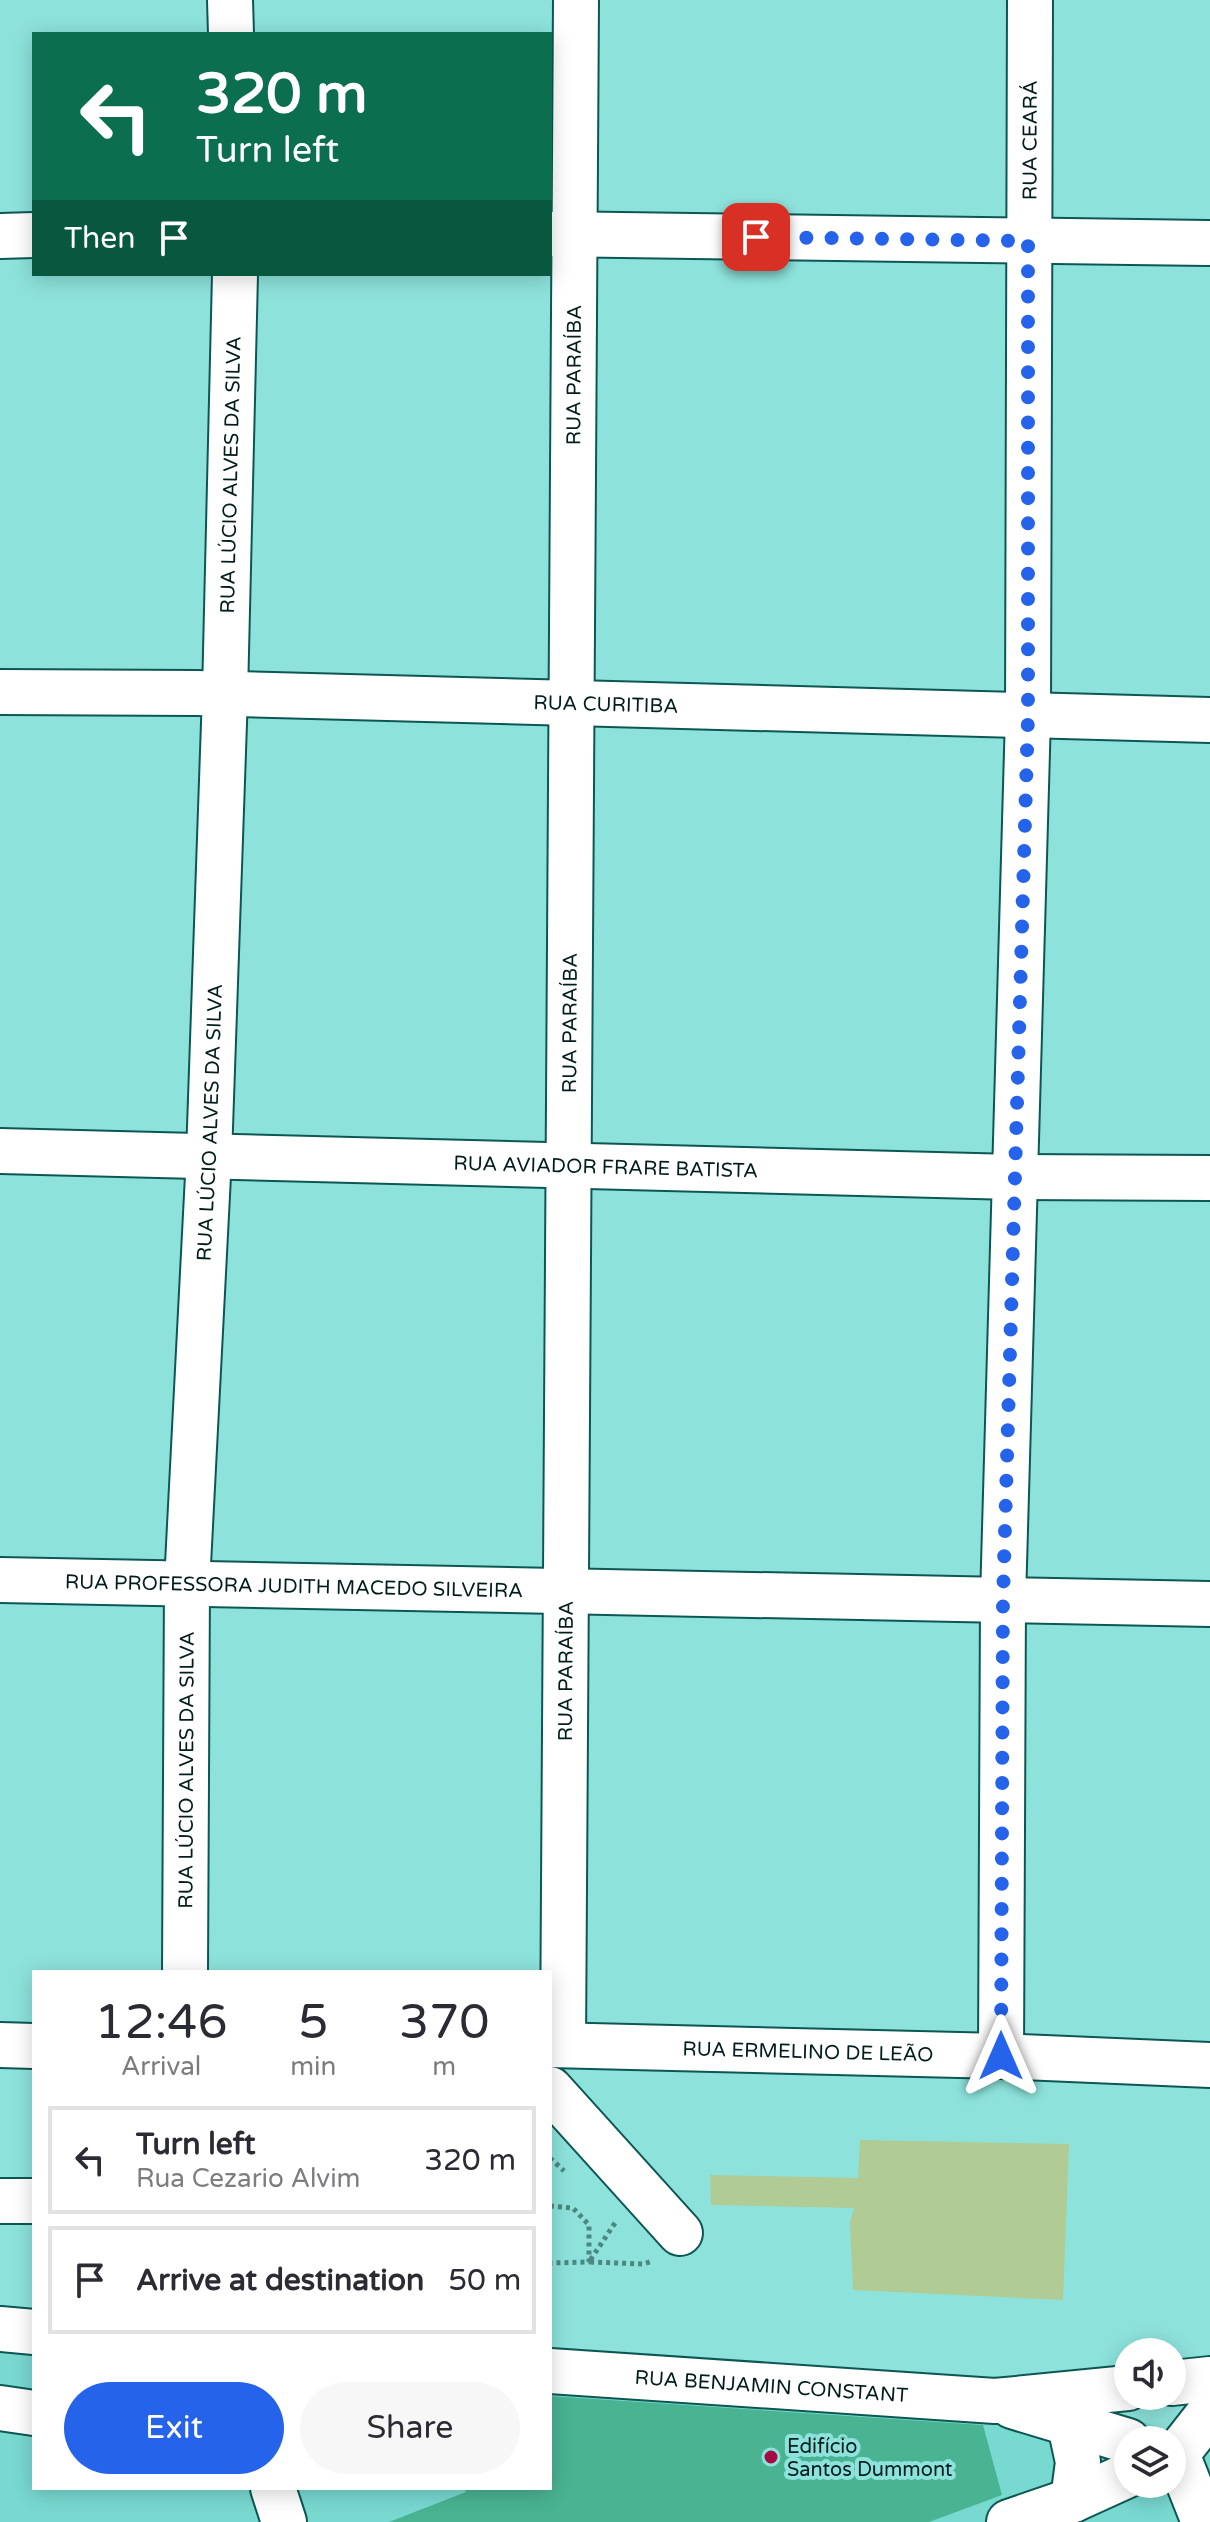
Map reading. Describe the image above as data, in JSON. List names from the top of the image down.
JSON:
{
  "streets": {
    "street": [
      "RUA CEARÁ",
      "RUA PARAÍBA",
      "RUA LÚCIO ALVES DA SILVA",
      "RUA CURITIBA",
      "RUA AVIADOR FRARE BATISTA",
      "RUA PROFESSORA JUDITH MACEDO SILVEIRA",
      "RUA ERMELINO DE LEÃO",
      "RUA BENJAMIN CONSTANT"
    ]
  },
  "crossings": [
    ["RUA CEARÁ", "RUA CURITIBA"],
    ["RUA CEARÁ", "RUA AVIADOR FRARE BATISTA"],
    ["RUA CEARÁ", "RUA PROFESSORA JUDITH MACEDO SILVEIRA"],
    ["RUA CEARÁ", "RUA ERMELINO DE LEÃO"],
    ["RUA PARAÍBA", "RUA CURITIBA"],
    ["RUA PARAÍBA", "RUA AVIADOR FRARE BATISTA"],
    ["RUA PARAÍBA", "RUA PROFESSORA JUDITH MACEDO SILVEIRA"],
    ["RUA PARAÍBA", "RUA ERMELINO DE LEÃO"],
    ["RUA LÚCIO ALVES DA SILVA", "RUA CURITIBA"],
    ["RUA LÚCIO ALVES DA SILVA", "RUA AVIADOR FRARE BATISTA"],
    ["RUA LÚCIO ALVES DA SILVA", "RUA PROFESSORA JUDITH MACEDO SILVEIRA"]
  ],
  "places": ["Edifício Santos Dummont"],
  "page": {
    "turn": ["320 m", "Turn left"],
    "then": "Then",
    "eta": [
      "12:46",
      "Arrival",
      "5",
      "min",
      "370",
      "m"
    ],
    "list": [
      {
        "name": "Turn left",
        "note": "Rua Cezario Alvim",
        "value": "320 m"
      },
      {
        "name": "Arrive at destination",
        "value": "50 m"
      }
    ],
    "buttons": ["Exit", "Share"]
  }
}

++++++++++

_What the exercise asks_
List every line above that contains the word "LEÃO".

_Completed task_
      "RUA ERMELINO DE LEÃO",
    ["RUA CEARÁ", "RUA ERMELINO DE LEÃO"],
    ["RUA PARAÍBA", "RUA ERMELINO DE LEÃO"],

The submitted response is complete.